Spacecraft of the future might return to us the news that neither Mars, Europa, nor any of the other orbs of the solar system with liquid water have ever produced a microbe.  If these are headlines of the future–if the local cosmic neighborhood turns out to be as sterile as prime-time television–then that would certainly put me on the defensive.

But the fact is that none of this incites me to break out the worry beads.  Not yet.  The various factors in the well-known Drake Equation, which is often used to estimate the chances of SETI success, have–at least until now–become more encouraging with time, not less. The more we learn about the universe, the more it seems disposed to house worlds with life.  It didn’t have to be that way.

Somewhat more disquieting is the possibility that our approach is wrong.  SETI today is overwhelmingly a search for narrow-band electromagnetic transmissions, or in fewer syllables, a hunt for beamed radio or light.  We search with straightforward telescopic techniques, but it’s possible that alien broadcasts could be encoded in ways that we’re not set up to find.  I’m not talking about how they construct their messages–or whether they’re broadcasting in Standard American English or a lilting Klingon dialect–but the technical scheme they use. For instance, Walt Simmons at the University of Hawaii has suggested that garrulous aliens might wield two widely separated transmitters and use quantum mechanical effects to encode their messages. The advantage would be that if we opened this type of alien mail, it would be impossible to tell from which direction it came, thereby protecting the anonymity of the sender.  This sort of approach–still somewhat beyond our technical abilities–might make our present receiving schemes seem naïve.

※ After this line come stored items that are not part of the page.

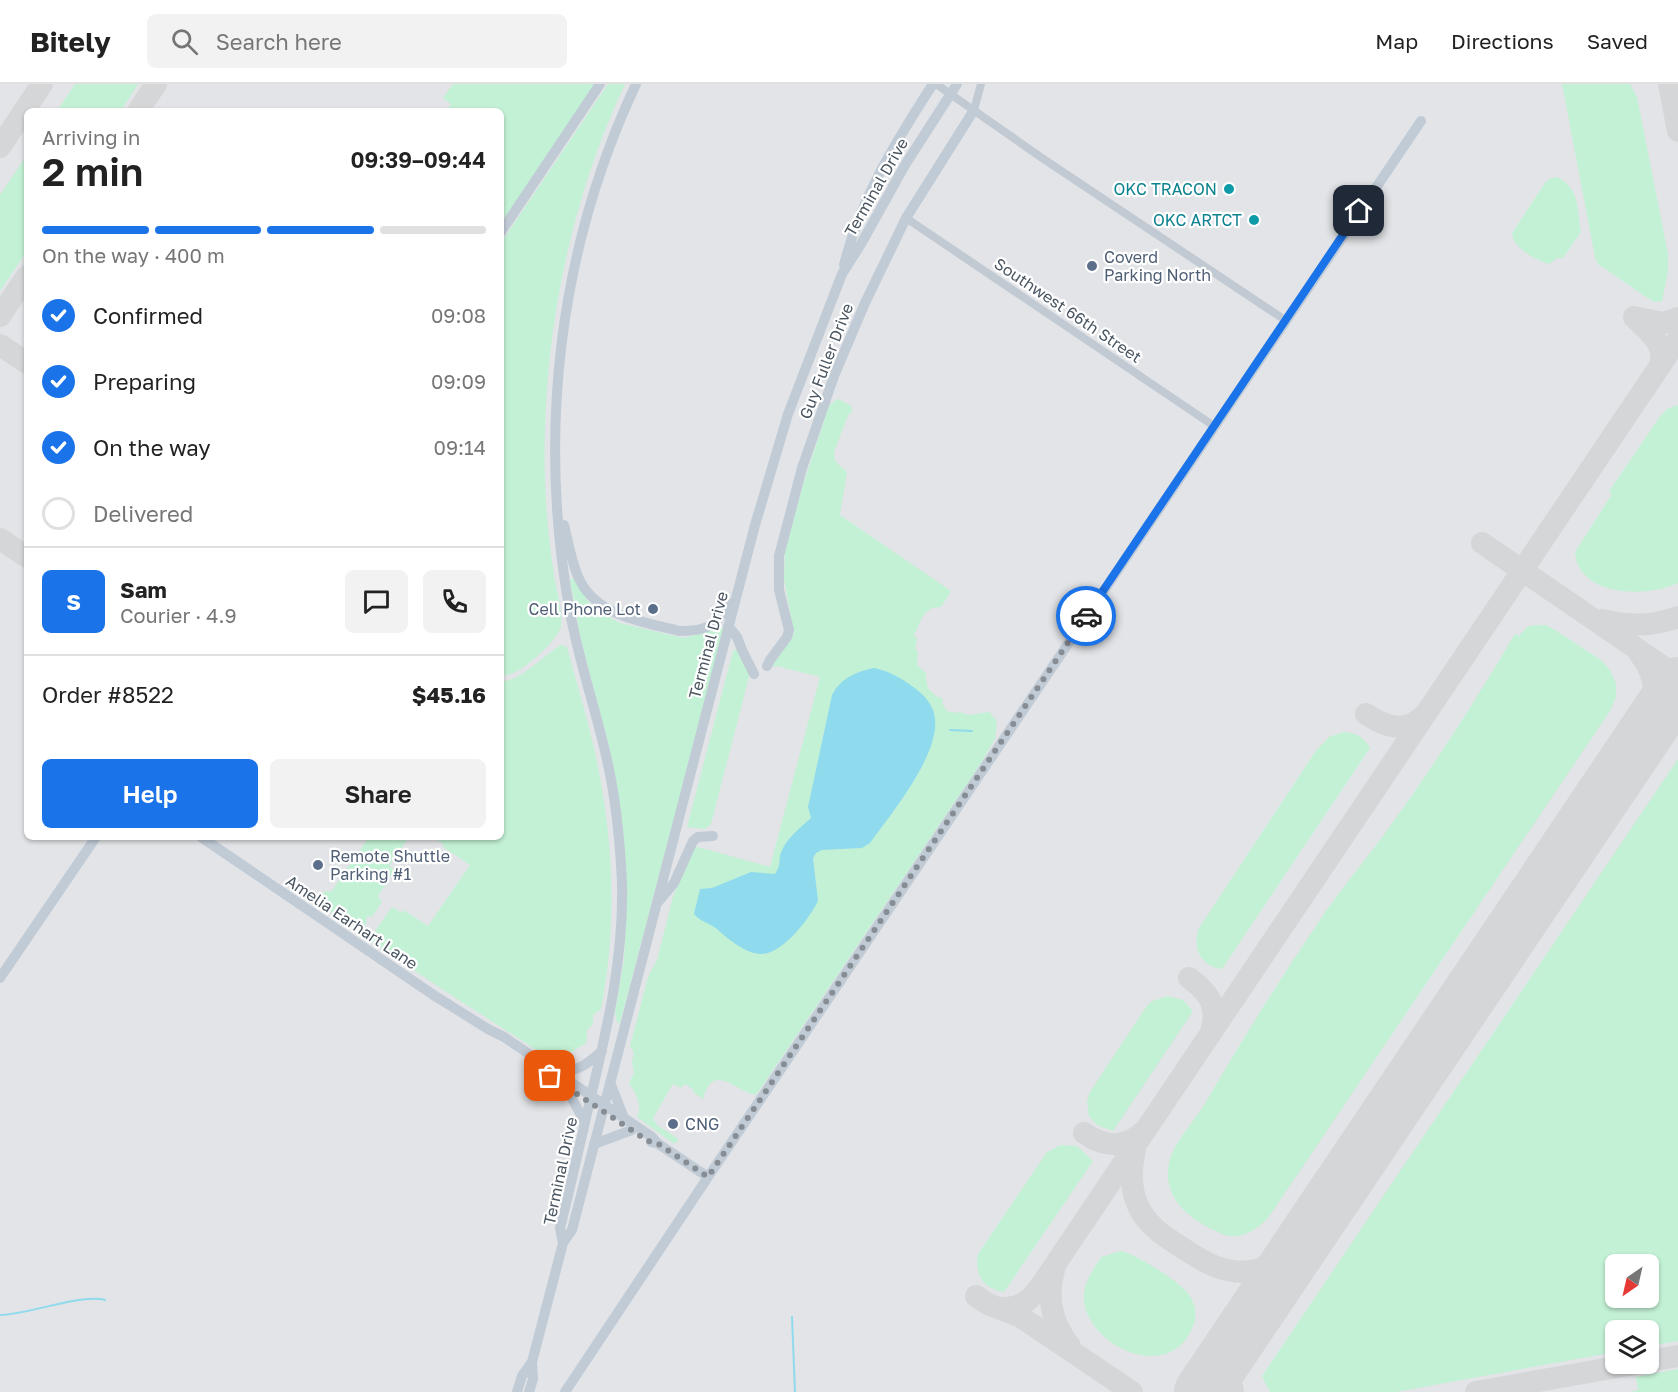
<!DOCTYPE html>
<meta charset="utf-8">
<style>
:root{--surface:#fff;--page:#f2f2f2;--text:#222;--muted:#767676;--line:#e0e0e0;--accent:#1a73e8}
body{margin:0;font-family:"Golos Text",sans-serif;background:var(--page);color:var(--text);height:100vh;display:flex;flex-direction:column;font-size:22px;white-space:nowrap}
*{box-sizing:border-box;margin:0}
p{font-size:20px;color:var(--muted)}
.icon{flex:none;width:33px;height:33px;fill:none;stroke:currentColor;stroke-width:2;stroke-linecap:round;stroke-linejoin:round}
.map{position:relative;flex:1;overflow:hidden}
.sheet{position:absolute;left:24px;top:24px;width:480px;height:732px;display:flex;flex-direction:column;background:var(--surface);border-radius:9px;box-shadow:0 2px 4px #0004}
.sheet>*{flex:none}
.needle{width:39px;rotate:214deg}
.controls{position:absolute;left:1605px;top:1170px;display:grid;gap:12px}
.controls a{display:grid;place-items:center;width:54px;height:54px;border-radius:9px;background:var(--surface);box-shadow:0 2px 4px #0004;font-size:30px}
.pin{position:absolute;display:grid;place-items:center;width:51px;height:51px;color:#fff;margin:-26px;border-radius:12px;box-shadow:0 3px 9px #0006}
.courier{position:absolute;display:grid;place-items:center;width:60px;height:60px;margin:-30px;border:4px solid #1a73e8;border-radius:50%;background:#fff;color:#222;box-shadow:0 2px 8px #0007}
.overview em{font-style:normal;font-weight:600}
.overview div{display:flex;flex-direction:column-reverse}
.overview{display:flex;align-items:center;justify-content:space-between;height:102px;padding:0 18px}
h1{font-size:39px;font-weight:600;line-height:45px}
.bar{display:grid;grid-template-columns:repeat(4,1fr);gap:9px 6px;align-content:center;height:72px;padding:0 18px}
.bar i{height:8px;border-radius:4px;background:var(--line)}
.bar .selected{background:var(--accent)}
.bar p{grid-column:span 4}
.line{display:flex;align-items:center;gap:15px;padding:0 18px;border-top:2px solid var(--line)}
.line div{flex:1}
.round{display:grid;place-items:center;flex:none;width:63px;height:63px;border-radius:9px;background:var(--page)}
ol{padding:0 18px;list-style:none}
li{display:flex;align-items:center;gap:18px;height:66px}
li p{margin-inline-start:auto}
li .icon{padding:6px;border-radius:50%;background:var(--accent);color:#fff;stroke-width:4}
li:last-child{color:var(--muted)}
li i{width:33px;height:33px;border:3px solid var(--line);border-radius:50%}
.action{display:flex;gap:12px;margin-top:auto;padding:12px 18px}
.action a{flex:1;height:69px;border-radius:9px;background:var(--accent);color:#fff;font-size:24px;font-weight:600;line-height:69px;text-align:center}
.action a+a{background:var(--page);color:var(--text)}
header{display:flex;align-items:center;gap:36px;box-sizing:border-box;height:84px;padding:0 30px;background:var(--surface);border-bottom:2px solid var(--line)}
header strong{font-size:28px}
nav{display:flex;gap:33px;margin-inline-start:auto;font-size:21px}
.search{width:420px;height:54px;background:var(--page);display:flex;align-items:center;gap:15px;box-sizing:border-box;padding:0 21px;border-radius:9px;color:var(--muted);font-size:22px}
.map>svg:first-child{display:block}
.airport{fill:#e2e4e7;fill-rule:evenodd}
.green{fill:#c3f1d5;fill-rule:evenodd}
.water{fill:#90daee}
.lines{fill:none;stroke-linecap:round;stroke-linejoin:round}
.stream{stroke:#90daee;stroke-width:2}
.taxiway{stroke:#d5d6d8;stroke-width:22}
.runway{stroke:#d5d6d8;stroke-width:56}
.street{stroke:#c1cad2;stroke-width:8}
.secondary{stroke:#c1cbd6;stroke-width:10}
.done{stroke:#868d94;stroke-width:6;stroke-dasharray:0 10.8}
.route{stroke:#1a73e8;stroke-width:8}
.culture-dot{fill:#0f9aa8;stroke:#fff;stroke-width:2}
.service-dot{fill:#5c6f8a;stroke:#fff;stroke-width:2}
.labels{text-anchor:middle;dominant-baseline:central;stroke-width:4.5;stroke-linejoin:round;paint-order:stroke}
.street-label{font-size:16px;fill:#4a5661;stroke:#fff}
.culture-label{font-size:16px;fill:#0d838f;stroke:#fff;text-anchor:end}
.service-label{font-size:16px;fill:#4e5e75;stroke:#fff;text-anchor:start}
</style>
<header>
<strong>Bitely</strong>
<div class="search"><svg class="icon" aria-label="search" viewBox="0 0 24 24"><circle cx="10" cy="10" r="6"/><path d="M15 15l6 6"/></svg>Search here</div>
<nav><a>Map</a><a>Directions</a><a>Saved</a></nav>
</header>
<div class="map">
<svg width="1678" height="1308" viewBox="0 0 1678 1308">
<rect width="100%" height="100%" fill="#f5f3f3"/>
<path class="airport" d="M0,0h1678v1308h-1678zM27,27h474v726h-474zM1616,1180h32v34h-32zM1616,1246h32v34h-32z"/>
<path class="green" d="M75,0h63l-17,27h-64z
M453,0h143l-95,141v-114h-55l5,-7 -8,-6z
M608,0h17c-58,124 -84,262 -80,398 1,29 4,58 8,86 2,19 10,40 8,59 -6,16 -42,50 -60,49v-433z
M1562,0h68l7,13 31,157v18l-6,29 -8,1 -8,-5 -48,-33 -3,-7z
M27,71v96l-27,40v-96z
M1557,93c23,11 20,32 24,55l-18,26h-6l-8,6c-12,-3 -37,-17 -37,-31l33,-50 6,-5z
M838,315l12,6 2,3 -1,6 -2,-1 -15,39 1,9 12,11 -7,43 111,76 -10,16c-18,-1 -20,15 -27,28l3,4 -2,9 3,4 -1,13 9,8c0,15 3,20 17,26l-1,4 5,8 9,2 3,-1 10,3 20,-3 8,9 -2,18 -14,24 -225,332c-19,-2 -43,-35 -53,4l-10,-7 1,-2 -7,-5h-4l-2,3 -8,-4 -20,34 4,7 20,13 1,4 -5,1 -36,-26c6,-13 -1,-23 -8,-34l5,-10 -2,-11 2,-9 -4,-7 18,-69 9,-17 16,-63 21,-51 76,21 50,-190 -43,-11 -5,1c5,-13 17,-21 22,-34l-10,-54 1,-27 17,-64 27,-83z
M1678,321v178c-31,15 -100,14 -103,-31l37,-58 -3,-3 52,-76 6,-6z
M574,494l13,22 8,9 25,14 63,15 21,-5 14,-7 6,2 -104,395 -3,-1 -2,-9 9,-54 3,-63 -11,-114 -7,-36 -28,-105 -11,-61z
M1535,541h11l9,5 46,30 9,10 6,14v13l-6,14 -342,507c-13,13 -29,24 -48,15 -25,-11 -51,-28 -52,-57 -1,-29 22,-48 36,-71 37,-63 75,-125 116,-185 22,-33 48,-63 71,-95 44,-61 85,-125 124,-191l4,2 8,-9z
M561,561l6,2c10,38 22,76 30,115 17,82 20,165 4,247l-8,6v9l-6,6 -1,13 -16,10 -7,14 -115,-74 -76,-51 -2,-4 22,-31 10,6 2,-3 24,16 42,-61 -27,-18v-3l-10,-7h68v-156c20,1 42,-26 60,-36z
M736,565l13,24v4l-38,147 -6,5 -18,-2 46,-176z
M1344,648c12,1 20,5 26,16l-148,221c-22,-3 -30,-22 -23,-41l116,-176 14,-15z
M1678,675v582l-29,5 -1,-16h-32l-1,22 -219,40h-126l-8,-16zM1616,1180h32v34h-32z
M369,753h40l-20,29 6,4 -17,26 4,6 -10,15 -5,-1 -2,12 -6,4 -43,-30 9,-11 6,1z
M1168,912l15,4 10,11 -80,120 -16,-6 -8,-9 -2,-15 3,-9 56,-85 6,-6z
M1061,1061l16,1 16,15 -89,131c-21,-3 -30,-18 -26,-38l69,-102z
M1121,1167c16,4 54,28 66,41 8,10 11,22 6,34 -24,62 -113,16 -109,-32 1,-14 10,-25 17,-37z
M1678,1285v23h-47l7,-2 -2,-13z"/>
<path class="water" d="M875,584c16,4 28,11 41,21 9,7 18,17 19,30 4,37 -44,95 -65,124l-8,5 -40,2 -6,3 -3,5 5,43c-9,18 -35,53 -57,53 -15,0 -33,-15 -44,-25 -9,-7 -15,-6 -23,-15l6,-25 12,-1 39,-16 24,2c5,-8 4,-10 5,-18 4,-16 20,-28 31,-38l-3,-11 24,-112c9,-17 25,-24 43,-27z"/>
<g class="lines">
<path class="stream" d="M950,646l22,1
M0,1231c27,0 83,-22 105,-15
M792,1233l3,75"/>
<path class="taxiway" d="M1669,0l9,47
M138,27l18,-27
M0,63l42,-63
M0,232l27,-40
M1634,233c14,14 36,30 24,52
M1634,233l29,6 15,-5
M0,261l27,18
M0,455l27,18
M1482,459l196,134
M1603,536c26,7 50,6 75,-3
M1639,569c23,29 16,52 4,84
M1366,630c19,13 40,20 58,1
M1189,894c20,14 30,29 22,54
M1084,1049c20,14 40,16 59,-1
M1135,1066c-5,20 -5,39 4,58 9,17 23,27 39,37 25,17 53,35 85,23 26,-9 40,-30 56,-51
M1054,1186c-8,27 -2,54 16,76
M976,1212l12,8 33,13 111,75
M999,1224c19,1 30,-6 41,-21l638,-948
M1648,1277l30,-5
M1187,1308l20,-13 11,-12
M1233,1308c-4,-19 -2,-35 5,-53
M1476,1308l158,-28"/>
<path class="runway" d="M1202,1308l476,-707"/>
<path class="street" d="M936,0l106,74 243,162
M974,26l7,-26
M906,134l308,208"/>
<path class="secondary" d="M501,148l99,-148
M844,181c16,-66 52,-124 89,-181
M564,441c4,16 7,34 13,49 16,42 64,47 102,57 15,0 32,-1 42,-15 4,-7 7,-10 14,-15
M728,542l9,11 5,13 12,24
M767,582l3,-6 17,-23 2,-7 -10,-40v-34l23,-88 32,-92 31,-73 41,-85 68,-108
M201,753l234,159 53,33 16,8 148,100 5,6
M658,818l16,-19 19,-42 5,-4 15,-1
M0,894l96,-141
M553,986c24,3 32,-4 49,-19
M610,998l14,36
M566,1003l19,36
M651,1058l6,1 51,34
M594,1060l38,-14
M563,1159l-3,-15c11,-44 21,-88 31,-132 17,-71 33,-141 31,-214 -2,-41 -6,-83 -15,-122 -11,-50 -28,-98 -37,-148 -33,-179 -11,-364 66,-528
M517,1308l5,-16 10,-14
M529,1308l4,-13 -1,-17 31,-119 9,-13 183,-705 33,-111 54,-140 19,-30 44,-79 52,-81
M565,1308l143,-215 713,-1056"/>
</g>
<g class="lines">
<path class="done" d="M550,992l98,65 9,2 51,34 378,-561"/>
<path class="route" d="M1086,532l273,-405"/>
</g>
<g class="culture-dot">
<circle cx="1229" cy="105" r="6"/>
<circle cx="1254" cy="136" r="6"/>
</g>
<g class="service-dot">
<circle cx="1092" cy="182" r="6"/>
<circle cx="653" cy="525" r="6"/>
<circle cx="318" cy="781" r="6"/>
<circle cx="673" cy="1040" r="6"/>
</g>
<g class="labels">
<g class="street-label">
<text transform="translate(876 103) rotate(-60)">Terminal Drive</text>
<text transform="translate(1068 226) rotate(34)">Southwest 66th Street</text>
<text transform="translate(826 277) rotate(-69)">Guy Fuller Drive</text>
<text transform="translate(708 561) rotate(-75)">Terminal Drive</text>
<text transform="translate(352 838) rotate(34)">Amelia Earhart Lane</text>
<text transform="translate(560 1087) rotate(-78)">Terminal Drive</text>
</g>
<g class="culture-label">
<text x="1217" y="105">OKC TRACON</text>
<text x="1242" y="136">OKC ARTCT</text>
</g>
<g class="service-label">
<text x="1104" y="173">Coverd<tspan x="1104" dy="18">Parking North</tspan></text>
<text x="641" y="525" text-anchor="end">Cell Phone Lot</text>
<text x="330" y="772">Remote Shuttle<tspan x="330" dy="18">Parking #1</tspan></text>
<text x="685" y="1040">CNG</text>
</g>
</g>
</svg>
<div class="controls">
<a><svg class="needle" viewBox="-14 -14 28 28"><path d="M0-13l5 13h-10z" fill="#e53935"/><path d="M0 13l5-13h-10z" fill="#767676"/></svg></a>
<a><svg class="icon" aria-label="layers" viewBox="0 0 24 24"><path d="M12 4l9 5-9 5-9-5zM3 14l9 5 9-5"/></svg></a>
</div>
<div class="pin" style="left:550px;top:992px;background:#ea580c"><svg class="icon" aria-label="bag" viewBox="0 0 24 24"><path d="M5 8h14l-1 12H6zM9 8a3 3 0 0 1 6 0"/></svg></div>
<div class="pin" style="left:1359px;top:127px;background:#1f2937"><svg class="icon" aria-label="home" viewBox="0 0 24 24"><path d="M3 11l9-7 9 7M6 9v11h12V9"/></svg></div>
<div class="courier" style="left:1086px;top:532px"><svg class="icon" aria-label="car" viewBox="0 0 24 24"><path d="M5 17H2v-5l4-1 3-4h7l3 4 3 1v5h-3M9 17h6M6 11h13"/><circle cx="7" cy="17" r="2"/><circle cx="17" cy="17" r="2"/></svg></div>
<section class="sheet">
<div class="overview"><div><h1>2 min</h1><p>Arriving in</p></div><em>09:39–09:44</em></div>
<div class="bar"><i class="selected"></i><i class="selected"></i><i class="selected"></i><i></i><p>On the way · 400 m</p></div>
<ol>
<li><svg class="icon" aria-label="check" viewBox="0 0 24 24"><path d="M5 12l5 5 9-10"/></svg>Confirmed<p>09:08</p></li>
<li><svg class="icon" aria-label="check" viewBox="0 0 24 24"><path d="M5 12l5 5 9-10"/></svg>Preparing<p>09:09</p></li>
<li><svg class="icon" aria-label="check" viewBox="0 0 24 24"><path d="M5 12l5 5 9-10"/></svg>On the way<p>09:14</p></li>
<li><i></i>Delivered</li>
</ol>
<div class="line" style="height:108px"><b class="round" style="background:var(--accent);color:#fff">S</b><div><b>Sam</b><p>Courier · 4.9</p></div><a class="round"><svg class="icon" aria-label="chat" viewBox="0 0 24 24"><path d="M4 5h16v11H9l-5 4z"/></svg></a><a class="round"><svg class="icon" aria-label="phone" viewBox="0 0 24 24"><path d="M5 4h4l2 5-3 2q2 4 5 5l2-3 5 2v4C11 20 4 13 5 4z"/></svg></a></div>
<div class="line" style="height:78px"><div>Order #8522</div><b>$45.16</b></div>
<div class="action"><a>Help</a><a>Share</a></div>
</section>
</div>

In addition, there’s always the chance that the discovery of new physics will reveal some communication mode that’s either faster than light and radio, or requires less energy to use.  This doesn’t seem likely, but science is all about surprises. 

Indeed, my personal feeling is that if SETI hasn’t turned up something by the second half of this century, we should reconsider our search strategy, rather than assume that we’ve failed because there is nothing–or no one–to find.  Would I ever conclude that we’ve searched enough? Would I ever truly give up on SETI’s bedrock premise, and tell myself that the extraterrestrials simply aren’t out there?  Not likely.  That would be to assume that we’ve learned all there is to know about our universe, a stance that is contrary to the spirit of explorers and scientists alike. We might yearn, or even need to believe that we are special, but to conclude that Homo sapiens is the best the cosmos has to offer is egregious self-adulation.